Santiago cautioned that a mere legislative resolution is not a legitimate means to fix the flaws of a substantial law.

"What is the rationale of Joint Resolution No. 12? Is it to address a potentially serious short-run problem or is it to amend the EPIRA law? If the former, then it should do that, no more, no less," Santiago said.

She also said that if the resolution is meant to address an emerging shortage of power in Luzon for the summer months of 2015, it should be simple, easily implementable, and time-bound instead of open-ended.

"The reality is that the government is not a paragon of efficiency and effectiveness. Joint Resolution No. 12, in its present form, might be an example where the government intervention may create its own failure," the senator said.

"The shortage we are suffering is beyond electric power and go into the crisis of governance," the senator asked.

Lack of energy efficiency measure

Santiago, former chair of the Senate committee on energy and author of the Biofuels Act and the Renewable Energy Act, also highlighted the joint resolution's failure to include provisions on the adoption and execution of energy efficiency and conservation measures in both the public and private sectors.

"Energy saved is energy earned. This principle is embodied in the House version of the Joint Resolution, but missing in the Senate version. Why?" the senator asked.

Malampaya link

She also expressed concern over the cost of the Interruptible Load Program (ILP), even as she agreed that it is a quick and easy solution to the potential energy shortage.
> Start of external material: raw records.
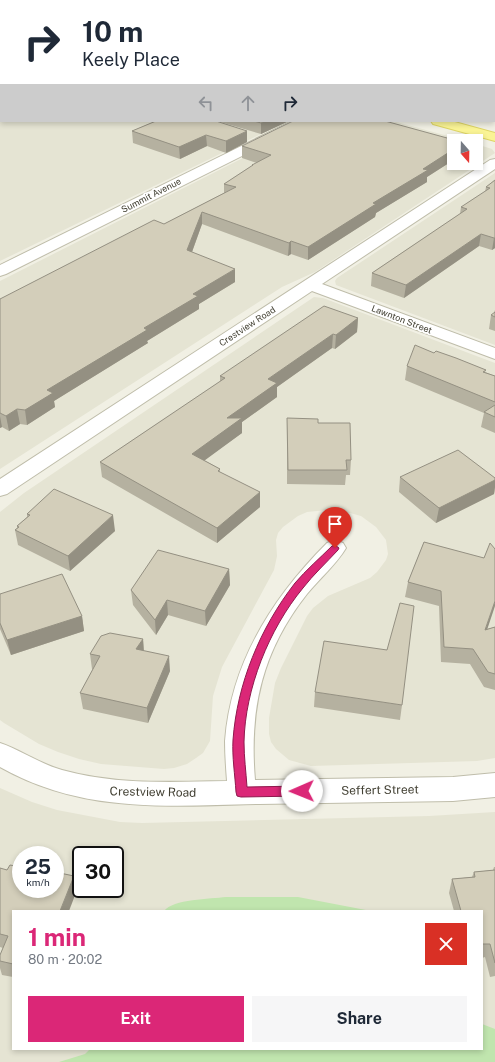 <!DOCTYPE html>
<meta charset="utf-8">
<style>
:root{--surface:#fff;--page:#f6f6f7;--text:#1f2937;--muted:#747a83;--accent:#db2777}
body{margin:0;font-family:"Public Sans",sans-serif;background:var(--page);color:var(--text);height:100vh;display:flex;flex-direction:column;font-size:15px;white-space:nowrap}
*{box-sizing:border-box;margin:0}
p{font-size:13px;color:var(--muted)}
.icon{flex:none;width:22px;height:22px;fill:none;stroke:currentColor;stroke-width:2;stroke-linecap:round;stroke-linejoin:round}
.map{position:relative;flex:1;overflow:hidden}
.side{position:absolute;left:12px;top:910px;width:471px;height:140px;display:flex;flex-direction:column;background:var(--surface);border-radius:0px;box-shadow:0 2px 6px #0003}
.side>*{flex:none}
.banner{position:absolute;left:0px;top:0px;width:495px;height:122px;box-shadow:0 2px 6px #0003;background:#fff;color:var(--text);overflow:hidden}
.needle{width:26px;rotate:160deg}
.fabs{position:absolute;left:447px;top:134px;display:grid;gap:8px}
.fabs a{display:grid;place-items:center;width:36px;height:36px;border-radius:0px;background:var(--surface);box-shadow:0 2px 6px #0003;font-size:20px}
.speed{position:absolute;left:12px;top:846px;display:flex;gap:8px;font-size:20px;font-weight:700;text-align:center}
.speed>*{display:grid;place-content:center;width:52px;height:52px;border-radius:50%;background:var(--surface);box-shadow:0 2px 6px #0003;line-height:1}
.speed small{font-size:10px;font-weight:400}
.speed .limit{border:2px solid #111;border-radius:6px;background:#fff;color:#111}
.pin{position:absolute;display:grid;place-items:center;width:34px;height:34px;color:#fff;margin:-41px -17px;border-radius:50% 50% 50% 0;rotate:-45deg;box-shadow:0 0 4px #0007}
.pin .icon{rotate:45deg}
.me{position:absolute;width:44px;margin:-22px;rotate:269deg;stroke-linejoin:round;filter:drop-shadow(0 0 3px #0008)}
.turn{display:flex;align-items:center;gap:14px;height:84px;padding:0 16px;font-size:18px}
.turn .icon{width:52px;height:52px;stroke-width:2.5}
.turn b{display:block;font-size:28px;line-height:34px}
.lanes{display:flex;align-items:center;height:38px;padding:0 16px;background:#0003;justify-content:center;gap:20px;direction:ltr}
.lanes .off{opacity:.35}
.round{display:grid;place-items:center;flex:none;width:42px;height:42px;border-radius:0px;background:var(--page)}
.overview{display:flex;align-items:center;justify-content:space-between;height:68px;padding:0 16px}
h1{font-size:24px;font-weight:700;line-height:30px;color:var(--accent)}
.cta{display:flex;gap:8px;margin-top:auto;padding:8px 16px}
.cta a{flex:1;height:46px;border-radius:0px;background:var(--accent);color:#fff;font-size:16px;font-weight:700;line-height:46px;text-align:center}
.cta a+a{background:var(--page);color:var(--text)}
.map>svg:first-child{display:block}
.residential{fill:#e5e4d3;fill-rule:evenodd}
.green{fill:#c0e5ae}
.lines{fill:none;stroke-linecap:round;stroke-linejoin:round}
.minor-casing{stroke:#bfbdaa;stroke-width:2}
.major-casing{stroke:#ded565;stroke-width:2}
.minor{fill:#fff;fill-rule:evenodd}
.major{fill:#faf495;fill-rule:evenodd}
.wall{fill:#b5b1a0}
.shaded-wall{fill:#949082}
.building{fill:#d3ceba;stroke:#949082}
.route{fill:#db2777;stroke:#8e194d}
.labels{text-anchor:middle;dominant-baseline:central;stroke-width:3.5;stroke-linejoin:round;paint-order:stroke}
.far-street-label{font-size:9px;fill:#434134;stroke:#fff}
.near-street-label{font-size:12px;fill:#434134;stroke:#fff}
</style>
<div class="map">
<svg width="495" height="1062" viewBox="0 0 495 1062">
<rect width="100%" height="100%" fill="#f1f0e4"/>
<g class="residential">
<path d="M 0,0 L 48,1 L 1,1 L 1,121 L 288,121 L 0,261 Z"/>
<path d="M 319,121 L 393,121 L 466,141 L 454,141 L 454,163 L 476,163 L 476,144 L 492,149 L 495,153 L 315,272 L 282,287 L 0,469 L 0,281 L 239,160 Z"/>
<path d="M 495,173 L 495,345 L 336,285 L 335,281 L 337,278 Z"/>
<path d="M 314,297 L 323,298 L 495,363 L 495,758 L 477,761 L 444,762 L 311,766 L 289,760 L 276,749 L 271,742 L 269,734 L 269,718 L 275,683 L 281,668 L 307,616 L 313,608 L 328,596 L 370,578 L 377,572 L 386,560 L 388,554 L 386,540 L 376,527 L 361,516 L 350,513 L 327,510 L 307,512 L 298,516 L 283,527 L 278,533 L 276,540 L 277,556 L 274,570 L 222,667 L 213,696 L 210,741 L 203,753 L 196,758 L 187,764 L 174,768 L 164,769 L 101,764 L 79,759 L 58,752 L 39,744 L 4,723 L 0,720 L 0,512 L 24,493 Z"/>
<path d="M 0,788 L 32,802 L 57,810 L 120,822 L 142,823 L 429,816 L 495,812 L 495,1062 L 0,1062 ZM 21,855 L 55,855 L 55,889 L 21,889 ZM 81,855 L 115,855 L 115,889 L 81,889 ZM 13,911 L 482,911 L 482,1049 L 13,1049 Z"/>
</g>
<g class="green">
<path d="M 226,897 L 298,897 L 371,911 L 164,911 C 173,899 210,899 226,897 Z"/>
<path d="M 482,1024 L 495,1029 L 495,1062 L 59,1062 L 85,1054 L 90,1049 L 482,1049 Z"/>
</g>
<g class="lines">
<g class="minor-casing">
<g id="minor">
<path d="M 20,0 L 30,0 L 19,1 Z"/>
<rect x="0" y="16" width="1" height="6"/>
<path d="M 292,121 L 308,121 L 306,124 L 6,274 L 0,276 L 0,265 Z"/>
<path d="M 495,159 L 495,169 L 322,284 L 495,348 L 495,359 L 312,291 L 7,494 L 0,496 L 0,479 L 490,160 Z"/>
<path d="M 335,540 L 343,543 L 346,548 C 336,565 319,579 307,594 C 262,651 249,709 255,780 L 453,777 L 495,773 L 495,797 L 453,801 C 388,802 324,803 259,804 C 168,806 83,814 0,767 L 0,743 C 21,750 40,764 62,770 C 115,785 172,782 227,781 C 226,768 225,754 225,741 C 231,662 273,597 327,543 Z"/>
</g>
</g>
<g class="major-casing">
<g id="major">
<path d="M 59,0 L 70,0 L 71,1 L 60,1 Z"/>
<path d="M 78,0 L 89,0 L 90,1 L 79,1 Z"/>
<path d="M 431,121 L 451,121 L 495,133 L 495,141 L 433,124 Z"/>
</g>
</g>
<use href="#minor" class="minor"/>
<use href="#major" class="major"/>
</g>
<g class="wall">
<path d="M 130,0 L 495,0 L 495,21 L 494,20 L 494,1 L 132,1 Z"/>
<path d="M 494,23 L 495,23 L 495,98 L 494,97 Z"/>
<path d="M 0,59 L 1,59 L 1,116 L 0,115 Z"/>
<path d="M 156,121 L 247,142 L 226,153 L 207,146 L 180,159 L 133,143 L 132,131 Z"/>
<path d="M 217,121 L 289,121 L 261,134 Z"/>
<path d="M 242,146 L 453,155 L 452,161 L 427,177 L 427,182 L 376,213 L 375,217 L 308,260 L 291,254 L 288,256 L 202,224 L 192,252 L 235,282 L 199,304 L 199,309 L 147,341 L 148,343 L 54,401 L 55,407 L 27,425 L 20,424 L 9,431 L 2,427 L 0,428 L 0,299 L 164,224 L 224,193 L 224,184 L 252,166 L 252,165 L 257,163 L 242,158 Z"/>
<path d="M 495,180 L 495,248 L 492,250 L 479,246 L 404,298 L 371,286 L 372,273 L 460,214 L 461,207 L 485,192 L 486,187 Z"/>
<path d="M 495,310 L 495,331 L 489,329 L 491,315 L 494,313 Z"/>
<path d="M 358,318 L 357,332 L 335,349 L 332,348 L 277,387 L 277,397 L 242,422 L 242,433 L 204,460 L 220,469 L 220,472 L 260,507 L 217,543 L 102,477 L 100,462 L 220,382 L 220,376 Z"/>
<path d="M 434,353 L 486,370 L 485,372 L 495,376 L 495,433 L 481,427 L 484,413 L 405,380 L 407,366 Z"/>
<path d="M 287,418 L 318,423 L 351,460 L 350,475 L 346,475 L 345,485 L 287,484 Z"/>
<path d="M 400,477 L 495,478 L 495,487 L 494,494 L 436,523 L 399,492 Z"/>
<path d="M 27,514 L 115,531 L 70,571 L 18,545 L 15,530 L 17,528 L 17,526 L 27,517 Z"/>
<path d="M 424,542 L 487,629 L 495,627 L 495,690 L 484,687 L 470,664 L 441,662 L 439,606 L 405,597 L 408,582 Z"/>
<path d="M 229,569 L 230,585 L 206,626 L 168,615 L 156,635 L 133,605 L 131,590 Z"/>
<path d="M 0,594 L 82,616 L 84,631 L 11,655 L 0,629 Z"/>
<path d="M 143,639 L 144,651 L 170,671 L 148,723 L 83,709 L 80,693 L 93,669 L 92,669 L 90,654 Z"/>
<path d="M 315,692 L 402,705 L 400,720 L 314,707 Z"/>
<path d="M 494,867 L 495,867 L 495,976 L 490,977 L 485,957 L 482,958 L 482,911 L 454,911 L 449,893 L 452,879 L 472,877 L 474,872 L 493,870 Z"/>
<path d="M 0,868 L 21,889 L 74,876 L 77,890 L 13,911 L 13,977 L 2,975 L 0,968 L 0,955 L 3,948 L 0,947 Z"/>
</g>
<g class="shaded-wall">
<path d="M 265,121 L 289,121 L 261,134 L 261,123 Z"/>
<path d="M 247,131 L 247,142 L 226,153 L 226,141 Z"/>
<path d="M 206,135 L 207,146 L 180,159 L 179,147 Z"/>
<path d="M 454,144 L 454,155 L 453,155 L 452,161 L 427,177 L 427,182 L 376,213 L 375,217 L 308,260 L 308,247 L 423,169 L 448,148 Z"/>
<path d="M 202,212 L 202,224 L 188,263 L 187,250 Z"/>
<path d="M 481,234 L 479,246 L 404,298 L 406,285 Z"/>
<path d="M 494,238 L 495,238 L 495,248 L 492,250 Z"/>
<path d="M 291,241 L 291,254 L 288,256 L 289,243 Z"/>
<path d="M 235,269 L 235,282 L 199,304 L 199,309 L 147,341 L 148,343 L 54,401 L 55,407 L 27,425 L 25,410 L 47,390 L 144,328 L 193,294 Z"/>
<path d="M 358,318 L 357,332 L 335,349 L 336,335 Z"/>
<path d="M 333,334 L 332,348 L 277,387 L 277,397 L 242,422 L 242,433 L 193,469 L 192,454 L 227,418 L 268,379 Z"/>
<path d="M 17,409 L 20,424 L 9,431 L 6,416 Z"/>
<path d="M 0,416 L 2,427 L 0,428 Z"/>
<path d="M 495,480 L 495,487 L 494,494 L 436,523 L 439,508 Z"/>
<path d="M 260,492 L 260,507 L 217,543 L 217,528 Z"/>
<path d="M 113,515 L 115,531 L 70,571 L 68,556 Z"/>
<path d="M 229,569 L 230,585 L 206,626 L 205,611 Z"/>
<path d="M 167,600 L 168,615 L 156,635 L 155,620 Z"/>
<path d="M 495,601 L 495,606 L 482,645 L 485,630 Z"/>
<path d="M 82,616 L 84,631 L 11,655 L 7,640 Z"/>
<path d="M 143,639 L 144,655 L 136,649 Z"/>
<path d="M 169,656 L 170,671 L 148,723 L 147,708 Z"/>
<path d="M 74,876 L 77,890 L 69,911 L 60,911 Z"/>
</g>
<g class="building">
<path d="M 144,0 L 495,0 L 495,14 L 494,15 L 494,1 L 146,1 Z"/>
<rect x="494" y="23" width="1" height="67"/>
<rect x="0" y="59" width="1" height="38"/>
<path d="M 156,121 L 216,121 L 247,131 L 226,141 L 206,135 L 179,147 L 132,131 Z"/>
<path d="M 254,121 L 265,121 L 261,123 Z"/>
<path d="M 293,121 L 385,121 L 458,141 L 454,141 L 454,144 L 448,148 L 454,149 L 423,169 L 428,170 L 373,203 L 376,204 L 308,247 L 291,241 L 289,243 L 202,212 L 187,250 L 235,269 L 193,294 L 198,296 L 144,328 L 147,330 L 47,390 L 53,393 L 25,410 L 17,409 L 6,416 L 0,413 L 0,299 L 154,220 L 164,224 L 236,187 L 224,184 L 253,165 L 252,165 L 271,155 L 242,146 Z"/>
<path d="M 495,180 L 495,238 L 494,238 L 481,234 L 406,285 L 372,273 L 467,209 L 461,207 L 490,188 L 486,187 Z"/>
<path d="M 324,306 L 358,318 L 336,335 L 333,334 L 268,379 L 277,383 L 227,418 L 242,418 L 192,454 L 220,469 L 218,471 L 260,492 L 217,528 L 100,462 L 225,378 L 220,376 Z"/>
<path d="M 495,312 L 495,317 L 491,315 Z"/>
<path d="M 415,345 L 434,353 L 436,351 L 456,358 L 486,370 L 483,372 L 495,376 L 495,402 L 407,366 Z"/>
<path d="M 495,405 L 495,417 L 484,412 Z"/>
<path d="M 287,418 L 318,419 L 318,423 L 350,423 L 351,460 L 346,460 L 347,470 L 288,470 Z"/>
<path d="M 458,450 L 495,478 L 495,480 L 439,508 L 400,477 Z"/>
<path d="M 54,489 L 113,515 L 68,556 L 15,530 L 19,527 L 17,526 L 30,515 L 27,514 Z"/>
<path d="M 424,542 L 484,558 L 490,543 L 495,549 L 495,601 L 485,630 L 495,627 L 495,674 L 488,672 L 473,649 L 444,647 L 441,591 L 408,582 Z"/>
<path d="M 158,550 L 229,569 L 205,611 L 167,600 L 155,620 L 131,590 Z"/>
<path d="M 62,574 L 82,616 L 7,640 L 0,623 L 0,594 Z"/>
<path d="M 400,603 L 414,606 L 402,705 L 315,692 L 324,641 L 387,650 Z"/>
<path d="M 110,633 L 143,639 L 136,649 L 169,656 L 147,708 L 80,693 L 100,656 L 90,654 L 101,636 Z"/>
<path d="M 10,865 L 21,867 L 21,889 L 55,889 L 55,872 L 74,876 L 60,911 L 13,911 L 13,964 L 0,961 L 0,955 L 8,936 L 0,934 L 0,868 L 7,870 Z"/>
<path d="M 495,870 L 495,963 L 490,944 L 482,944 L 482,911 L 461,911 L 452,879 L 475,877 L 474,872 Z"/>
</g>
<path class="route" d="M 335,545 L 339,548 L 338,550 C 326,563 313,575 303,588 C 269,629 245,689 244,742 C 244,757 246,772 247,787 L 302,786 L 306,788 L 308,791 L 306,795 L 302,796 L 241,797 L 237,796 L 236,792 C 235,775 232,757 233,740 C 237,684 260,628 295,583 C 306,570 320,558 332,546 Z"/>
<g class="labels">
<g class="far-street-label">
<text transform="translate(151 195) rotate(-27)">Summit Avenue</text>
<text transform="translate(402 319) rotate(21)">Lawnton Street</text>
<text transform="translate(247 326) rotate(-33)">Crestview Road</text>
</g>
<g class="near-street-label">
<text transform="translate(380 790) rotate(-1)">Seffert Street</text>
<text transform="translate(153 792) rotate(1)">Crestview Road</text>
</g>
</g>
</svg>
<div class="fabs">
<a><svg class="needle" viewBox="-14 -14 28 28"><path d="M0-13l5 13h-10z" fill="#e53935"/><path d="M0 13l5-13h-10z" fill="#747a83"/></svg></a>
</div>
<div class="speed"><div>25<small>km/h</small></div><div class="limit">30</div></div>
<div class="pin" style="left:335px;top:548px;background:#d93025"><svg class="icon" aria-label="arrive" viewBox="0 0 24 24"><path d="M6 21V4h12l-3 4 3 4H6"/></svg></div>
<svg class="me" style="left:302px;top:791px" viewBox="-20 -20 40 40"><circle r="19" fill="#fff"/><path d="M0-13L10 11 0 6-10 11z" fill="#db2777"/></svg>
<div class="banner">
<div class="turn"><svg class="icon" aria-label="right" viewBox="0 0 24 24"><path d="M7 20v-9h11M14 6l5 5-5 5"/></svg><div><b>10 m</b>Keely Place</div></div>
<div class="lanes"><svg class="icon off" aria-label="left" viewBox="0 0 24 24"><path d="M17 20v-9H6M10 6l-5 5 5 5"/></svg><svg class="icon off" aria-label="ahead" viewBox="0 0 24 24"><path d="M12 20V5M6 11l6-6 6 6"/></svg><svg class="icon" aria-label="right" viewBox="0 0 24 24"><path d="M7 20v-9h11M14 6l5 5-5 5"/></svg></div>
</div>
<section class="side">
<div class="overview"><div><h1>1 min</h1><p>80 m · 20:02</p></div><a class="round" style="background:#d93025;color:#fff"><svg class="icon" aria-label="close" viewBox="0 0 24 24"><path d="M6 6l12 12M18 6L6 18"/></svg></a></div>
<div class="cta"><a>Exit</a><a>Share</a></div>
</section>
</div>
Under the ILP, consumers capable of generating their own electricity may deload from the power grid. With an estimated 3,100 megawatts of private gensets in Luzon, up to 1,400 megawatts may be deloaded during peak hours on certain days.

Santiago noted that with the ILP in place, even without energy conservation, energy savings will be greater than the Department of Energy's maximum projected shortfall of 1,004 megawatts in Week 14 of 2015.

However, Santiago cautioned against tapping the controversial Malampaya Fund, composed of royalties from the Malampaya natural gas fields off Palawan, to cushion the immediate cost of the ILP.

"The Malampaya Fund, a fund designed for developing new sources of energy for the Philippines, should be used frugally and with caution," the senator said.

Amid the national investigation on the Priority Development Assistance Fund (PDAF) scam, there have been allegations that some P900 million from the Malampaya Fund went to bogus organizations linked to alleged scam mastermind Janet Lim Napoles.

"The total cost of the policy intervention as envisioned in Joint Resolution No. 12 could turn out to be costlier on the part of the Filipino taxpayers. The taxpayers should know the clear and hidden costs of government intervention," Santiago added.

Aside from the questioning the proposal to dip into the Malampaya Fund, the senator also probed into the cost to be shouldered by consumers, stressing how one of the responsibilities of the NGCP under the resolution is to recover the cost of the ILP.

"What is the meaning of this? Should private genset owners who deloaded from the grid continue to pay NGCP for the use of the grid? Please explain," Santiago said.